Operational Improvement is a common term in the business lexicon, and most generally it’s defined as, improvement in the way a process or business functions in order to improve efficiency and profitability of business operations.
What’s important to appreciate, is that the completion of the initial program is only the beginning of an on-going operational improvement cycle. According to Valuize, the operational improvement cycle requires that in order to continuously improve, an organization must continually design new processes, implement them and effectively manage the change, monitor the processes, collect and analyze related key performance indicator (KPI) data, identify improvement opportunities, and then start the cycle again.
Let’s dig into each stage of the cycle and explore how to do things right.
Process Design > This phase is critical as the collection of input from all relevant process stakeholders (from senior management to front-line workers) is required. Senior managers must align on overall process goals and outcomes and agree on success metrics for the “improved” process. Input from all other stakeholders should be collected to establish what the process should look like in the context of their day-to-day responsibilities. Overarching considerations in this phase should cover, not only what the process will look like, but how it will be executed, by whom, in what timeframe, using which tools. When using a technology solution to manage a process, it’s best to implement as close to out-of-the box functionality as possible, then add customizations if still not meeting requirements. Custom development should be explored only when absolutely necessary as customizations can require on-going maintenance.
Change Management > Carefully managing this element of process redesign is often considered the foundational success factor, since without stakeholder buy-in and willingness to embrace the change, the initiative has a high chance of failure. What does effective change management look like? It involves understanding what the change means for all stakeholders, addressing any reservations they may have, ensuring clear communication of the desired future state early in the process, and explaining the benefits to be enjoyed from their new reality.
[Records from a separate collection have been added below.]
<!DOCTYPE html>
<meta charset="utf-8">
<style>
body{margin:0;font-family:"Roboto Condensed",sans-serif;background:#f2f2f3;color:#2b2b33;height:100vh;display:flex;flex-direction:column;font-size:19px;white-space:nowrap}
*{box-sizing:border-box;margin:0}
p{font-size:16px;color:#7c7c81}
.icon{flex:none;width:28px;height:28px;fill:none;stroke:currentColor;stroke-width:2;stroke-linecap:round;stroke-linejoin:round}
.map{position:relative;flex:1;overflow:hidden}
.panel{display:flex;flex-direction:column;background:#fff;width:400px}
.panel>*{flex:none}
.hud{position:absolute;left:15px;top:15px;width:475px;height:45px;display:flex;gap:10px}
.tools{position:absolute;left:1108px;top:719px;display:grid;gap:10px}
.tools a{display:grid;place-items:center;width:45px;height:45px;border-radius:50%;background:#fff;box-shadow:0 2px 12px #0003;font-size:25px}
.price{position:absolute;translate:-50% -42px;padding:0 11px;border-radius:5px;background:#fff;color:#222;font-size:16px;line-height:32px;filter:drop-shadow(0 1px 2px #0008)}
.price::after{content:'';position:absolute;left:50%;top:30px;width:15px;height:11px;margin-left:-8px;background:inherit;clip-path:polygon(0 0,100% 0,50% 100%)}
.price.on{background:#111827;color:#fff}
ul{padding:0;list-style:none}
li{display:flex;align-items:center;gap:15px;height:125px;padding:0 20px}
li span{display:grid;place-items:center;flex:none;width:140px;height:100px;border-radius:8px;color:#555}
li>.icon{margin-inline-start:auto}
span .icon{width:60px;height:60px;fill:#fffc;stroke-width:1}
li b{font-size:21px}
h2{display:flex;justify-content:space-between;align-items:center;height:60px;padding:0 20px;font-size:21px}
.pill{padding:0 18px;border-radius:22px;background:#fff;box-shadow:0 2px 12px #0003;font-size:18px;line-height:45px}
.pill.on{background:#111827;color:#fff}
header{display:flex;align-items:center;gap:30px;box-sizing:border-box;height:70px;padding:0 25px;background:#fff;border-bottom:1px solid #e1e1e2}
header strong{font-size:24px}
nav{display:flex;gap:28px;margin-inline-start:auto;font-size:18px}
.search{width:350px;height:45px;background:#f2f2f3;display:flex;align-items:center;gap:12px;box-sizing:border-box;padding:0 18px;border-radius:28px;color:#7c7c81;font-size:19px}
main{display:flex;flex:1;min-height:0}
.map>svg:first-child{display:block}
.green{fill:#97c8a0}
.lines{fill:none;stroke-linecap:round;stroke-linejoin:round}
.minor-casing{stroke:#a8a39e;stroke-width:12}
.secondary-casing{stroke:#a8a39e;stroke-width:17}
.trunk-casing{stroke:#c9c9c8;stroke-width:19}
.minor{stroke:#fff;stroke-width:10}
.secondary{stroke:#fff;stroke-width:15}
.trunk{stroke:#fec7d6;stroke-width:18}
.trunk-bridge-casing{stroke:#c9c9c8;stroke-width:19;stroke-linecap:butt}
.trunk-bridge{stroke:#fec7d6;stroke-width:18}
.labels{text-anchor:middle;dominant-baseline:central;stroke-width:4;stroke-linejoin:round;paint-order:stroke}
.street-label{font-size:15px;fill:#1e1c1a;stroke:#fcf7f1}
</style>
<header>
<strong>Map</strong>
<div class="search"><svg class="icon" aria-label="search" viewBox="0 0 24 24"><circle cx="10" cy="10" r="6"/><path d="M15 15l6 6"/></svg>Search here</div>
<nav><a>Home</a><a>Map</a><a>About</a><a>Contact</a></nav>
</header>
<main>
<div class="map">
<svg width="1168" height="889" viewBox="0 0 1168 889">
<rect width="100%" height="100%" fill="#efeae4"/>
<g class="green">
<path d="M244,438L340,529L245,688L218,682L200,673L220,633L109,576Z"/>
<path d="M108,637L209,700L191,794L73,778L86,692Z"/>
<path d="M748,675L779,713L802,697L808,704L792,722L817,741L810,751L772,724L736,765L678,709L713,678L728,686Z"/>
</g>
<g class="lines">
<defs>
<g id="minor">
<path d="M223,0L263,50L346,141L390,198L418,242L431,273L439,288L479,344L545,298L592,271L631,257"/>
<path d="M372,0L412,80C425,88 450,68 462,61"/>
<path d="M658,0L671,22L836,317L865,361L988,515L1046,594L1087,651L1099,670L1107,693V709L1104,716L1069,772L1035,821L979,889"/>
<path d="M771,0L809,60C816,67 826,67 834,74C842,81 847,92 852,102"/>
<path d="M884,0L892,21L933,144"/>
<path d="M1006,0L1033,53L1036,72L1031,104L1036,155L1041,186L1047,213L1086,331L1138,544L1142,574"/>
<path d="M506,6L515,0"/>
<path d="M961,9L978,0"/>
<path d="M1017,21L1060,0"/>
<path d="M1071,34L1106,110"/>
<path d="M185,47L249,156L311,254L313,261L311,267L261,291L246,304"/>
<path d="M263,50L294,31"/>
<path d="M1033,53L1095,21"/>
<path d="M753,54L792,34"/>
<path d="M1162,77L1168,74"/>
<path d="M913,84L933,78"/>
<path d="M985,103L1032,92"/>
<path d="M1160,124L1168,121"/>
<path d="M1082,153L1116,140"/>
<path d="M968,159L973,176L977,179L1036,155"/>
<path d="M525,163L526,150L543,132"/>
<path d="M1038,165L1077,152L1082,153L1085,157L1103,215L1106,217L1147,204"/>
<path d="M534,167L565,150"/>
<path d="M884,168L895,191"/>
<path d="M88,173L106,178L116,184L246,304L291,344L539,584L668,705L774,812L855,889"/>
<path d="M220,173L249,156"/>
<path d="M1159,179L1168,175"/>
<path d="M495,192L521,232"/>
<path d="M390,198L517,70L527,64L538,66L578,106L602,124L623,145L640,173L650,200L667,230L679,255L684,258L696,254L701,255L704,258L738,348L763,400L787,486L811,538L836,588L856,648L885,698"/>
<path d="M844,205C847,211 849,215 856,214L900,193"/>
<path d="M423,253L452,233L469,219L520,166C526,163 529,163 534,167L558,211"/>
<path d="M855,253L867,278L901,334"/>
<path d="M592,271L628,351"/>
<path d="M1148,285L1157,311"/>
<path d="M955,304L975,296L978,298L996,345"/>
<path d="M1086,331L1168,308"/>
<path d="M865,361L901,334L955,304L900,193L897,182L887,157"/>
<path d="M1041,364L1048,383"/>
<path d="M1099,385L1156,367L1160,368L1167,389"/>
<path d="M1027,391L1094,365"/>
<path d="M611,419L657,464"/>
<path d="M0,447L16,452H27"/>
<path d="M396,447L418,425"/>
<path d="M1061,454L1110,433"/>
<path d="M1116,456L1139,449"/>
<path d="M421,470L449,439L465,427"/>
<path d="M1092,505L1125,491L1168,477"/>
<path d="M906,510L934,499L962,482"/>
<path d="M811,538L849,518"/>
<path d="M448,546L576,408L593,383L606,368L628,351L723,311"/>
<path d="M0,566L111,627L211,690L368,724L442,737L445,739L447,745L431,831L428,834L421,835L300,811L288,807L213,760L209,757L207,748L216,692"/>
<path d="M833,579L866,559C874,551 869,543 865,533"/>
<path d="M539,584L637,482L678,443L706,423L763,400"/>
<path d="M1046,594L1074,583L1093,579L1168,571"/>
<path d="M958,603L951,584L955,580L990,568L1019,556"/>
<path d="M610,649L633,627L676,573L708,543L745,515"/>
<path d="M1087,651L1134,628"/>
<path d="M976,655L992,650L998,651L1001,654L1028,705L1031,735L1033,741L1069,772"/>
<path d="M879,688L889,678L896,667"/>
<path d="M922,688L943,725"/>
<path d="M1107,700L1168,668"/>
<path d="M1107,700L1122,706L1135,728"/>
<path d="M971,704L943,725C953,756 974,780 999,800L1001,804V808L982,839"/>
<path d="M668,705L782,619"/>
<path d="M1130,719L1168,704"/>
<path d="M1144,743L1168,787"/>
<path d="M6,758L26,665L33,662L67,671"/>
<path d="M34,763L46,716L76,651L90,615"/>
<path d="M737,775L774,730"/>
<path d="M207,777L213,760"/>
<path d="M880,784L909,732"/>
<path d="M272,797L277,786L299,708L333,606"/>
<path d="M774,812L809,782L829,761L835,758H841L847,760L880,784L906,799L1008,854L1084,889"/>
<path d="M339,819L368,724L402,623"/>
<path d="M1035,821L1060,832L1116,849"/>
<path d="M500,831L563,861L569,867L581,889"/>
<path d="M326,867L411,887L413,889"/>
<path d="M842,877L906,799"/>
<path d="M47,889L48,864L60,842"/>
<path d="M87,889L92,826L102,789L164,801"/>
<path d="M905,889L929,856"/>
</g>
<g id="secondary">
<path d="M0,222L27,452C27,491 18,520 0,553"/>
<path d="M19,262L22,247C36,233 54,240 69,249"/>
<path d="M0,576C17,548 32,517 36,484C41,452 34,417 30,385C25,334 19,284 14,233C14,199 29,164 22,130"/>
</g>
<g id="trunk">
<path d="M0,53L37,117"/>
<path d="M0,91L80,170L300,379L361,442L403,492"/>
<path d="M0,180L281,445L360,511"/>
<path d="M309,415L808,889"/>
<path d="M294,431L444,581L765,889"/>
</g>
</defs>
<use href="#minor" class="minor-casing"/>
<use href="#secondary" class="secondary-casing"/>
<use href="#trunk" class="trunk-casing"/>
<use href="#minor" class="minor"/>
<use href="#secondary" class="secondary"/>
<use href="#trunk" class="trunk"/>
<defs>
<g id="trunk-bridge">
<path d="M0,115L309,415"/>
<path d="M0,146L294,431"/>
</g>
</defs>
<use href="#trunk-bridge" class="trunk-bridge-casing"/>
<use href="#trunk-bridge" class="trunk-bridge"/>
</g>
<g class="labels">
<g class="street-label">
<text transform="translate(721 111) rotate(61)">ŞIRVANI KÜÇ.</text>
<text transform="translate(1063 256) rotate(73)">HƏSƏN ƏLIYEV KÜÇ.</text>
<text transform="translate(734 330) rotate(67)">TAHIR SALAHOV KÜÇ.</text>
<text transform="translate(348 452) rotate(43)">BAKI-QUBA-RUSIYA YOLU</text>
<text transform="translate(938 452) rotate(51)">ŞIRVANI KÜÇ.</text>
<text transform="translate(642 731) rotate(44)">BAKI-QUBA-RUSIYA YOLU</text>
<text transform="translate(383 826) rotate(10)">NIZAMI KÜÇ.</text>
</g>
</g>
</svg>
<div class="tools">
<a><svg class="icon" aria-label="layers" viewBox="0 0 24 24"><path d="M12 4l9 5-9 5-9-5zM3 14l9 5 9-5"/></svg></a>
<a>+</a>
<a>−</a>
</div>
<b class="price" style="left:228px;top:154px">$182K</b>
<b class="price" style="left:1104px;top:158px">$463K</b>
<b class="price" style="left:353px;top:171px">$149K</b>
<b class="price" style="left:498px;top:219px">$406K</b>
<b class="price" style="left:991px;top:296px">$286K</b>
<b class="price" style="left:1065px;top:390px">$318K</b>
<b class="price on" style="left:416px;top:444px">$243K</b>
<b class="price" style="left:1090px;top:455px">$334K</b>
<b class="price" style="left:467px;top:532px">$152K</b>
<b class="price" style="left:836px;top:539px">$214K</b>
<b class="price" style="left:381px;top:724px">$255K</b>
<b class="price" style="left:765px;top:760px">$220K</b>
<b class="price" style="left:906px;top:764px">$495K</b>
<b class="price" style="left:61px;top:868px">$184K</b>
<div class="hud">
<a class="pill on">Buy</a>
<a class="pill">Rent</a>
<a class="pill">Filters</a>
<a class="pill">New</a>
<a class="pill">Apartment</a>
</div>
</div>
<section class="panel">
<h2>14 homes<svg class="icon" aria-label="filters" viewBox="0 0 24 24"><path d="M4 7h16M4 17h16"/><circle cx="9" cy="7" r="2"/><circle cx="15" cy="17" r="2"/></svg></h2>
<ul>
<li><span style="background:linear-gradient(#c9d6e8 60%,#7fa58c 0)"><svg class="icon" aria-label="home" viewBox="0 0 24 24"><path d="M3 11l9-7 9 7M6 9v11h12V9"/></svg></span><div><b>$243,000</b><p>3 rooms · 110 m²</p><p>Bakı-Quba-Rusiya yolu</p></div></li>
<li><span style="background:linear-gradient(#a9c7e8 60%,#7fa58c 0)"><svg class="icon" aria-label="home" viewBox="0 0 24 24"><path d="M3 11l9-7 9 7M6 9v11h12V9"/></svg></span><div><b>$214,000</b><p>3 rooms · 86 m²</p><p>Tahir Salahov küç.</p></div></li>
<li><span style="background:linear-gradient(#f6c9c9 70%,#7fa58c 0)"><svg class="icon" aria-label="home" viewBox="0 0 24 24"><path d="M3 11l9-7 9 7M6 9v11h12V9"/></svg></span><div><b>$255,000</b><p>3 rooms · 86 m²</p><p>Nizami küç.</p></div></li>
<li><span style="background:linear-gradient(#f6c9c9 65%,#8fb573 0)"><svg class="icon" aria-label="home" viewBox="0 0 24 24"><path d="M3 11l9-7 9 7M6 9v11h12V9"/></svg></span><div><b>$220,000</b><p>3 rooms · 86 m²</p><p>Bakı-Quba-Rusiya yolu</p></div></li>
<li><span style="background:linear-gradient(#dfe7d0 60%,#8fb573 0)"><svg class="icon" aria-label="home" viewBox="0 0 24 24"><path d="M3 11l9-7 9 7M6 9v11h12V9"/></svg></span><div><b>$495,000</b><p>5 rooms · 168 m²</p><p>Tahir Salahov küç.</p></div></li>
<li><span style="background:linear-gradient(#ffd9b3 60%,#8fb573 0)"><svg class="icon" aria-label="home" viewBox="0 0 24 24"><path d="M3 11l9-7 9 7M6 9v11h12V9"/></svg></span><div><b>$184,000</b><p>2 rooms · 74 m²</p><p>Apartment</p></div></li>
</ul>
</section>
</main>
Data Collection > Once the change is implemented, related metrics (KPIs) must be tracked to assess the degree of improvement realized. And remember to keep your baseline KPI’s as a comparison to the new reports.
Data Analysis > The ability to drill into data to establish trends and relationships is powerful for leveraging that knowledge into strategic insights. If your ERP system’s native reporting and drill-down capabilities are not powerful enough to meet your business analysis needs, or you need to consolidate data from different systems to produce the required analysis, there are Business Intelligence (BI) tools that can be incorporated into the technology ecosystem to do that. Various BI options can be explored at sites such as Business Intelligence Market.
Gap Analysis & Iteration > Once the process is in place, set-up a post Go-Live Support infrastructure with a formalized internal Help Desk/Feedback process and to designate key process experts from each department. The business then has a mechanism in place to identify gaps and capitalize on opportunities on an on-going basis.
Fostering an iterative operational improvement mindset and action plan will promote and support the on-going optimization of business processes. If successful, the endeavour can then be used as the precedent for all future operational improvement efforts – bolstering confidence in the Executive team and maximizing buy-in from all stakeholders indefinitely.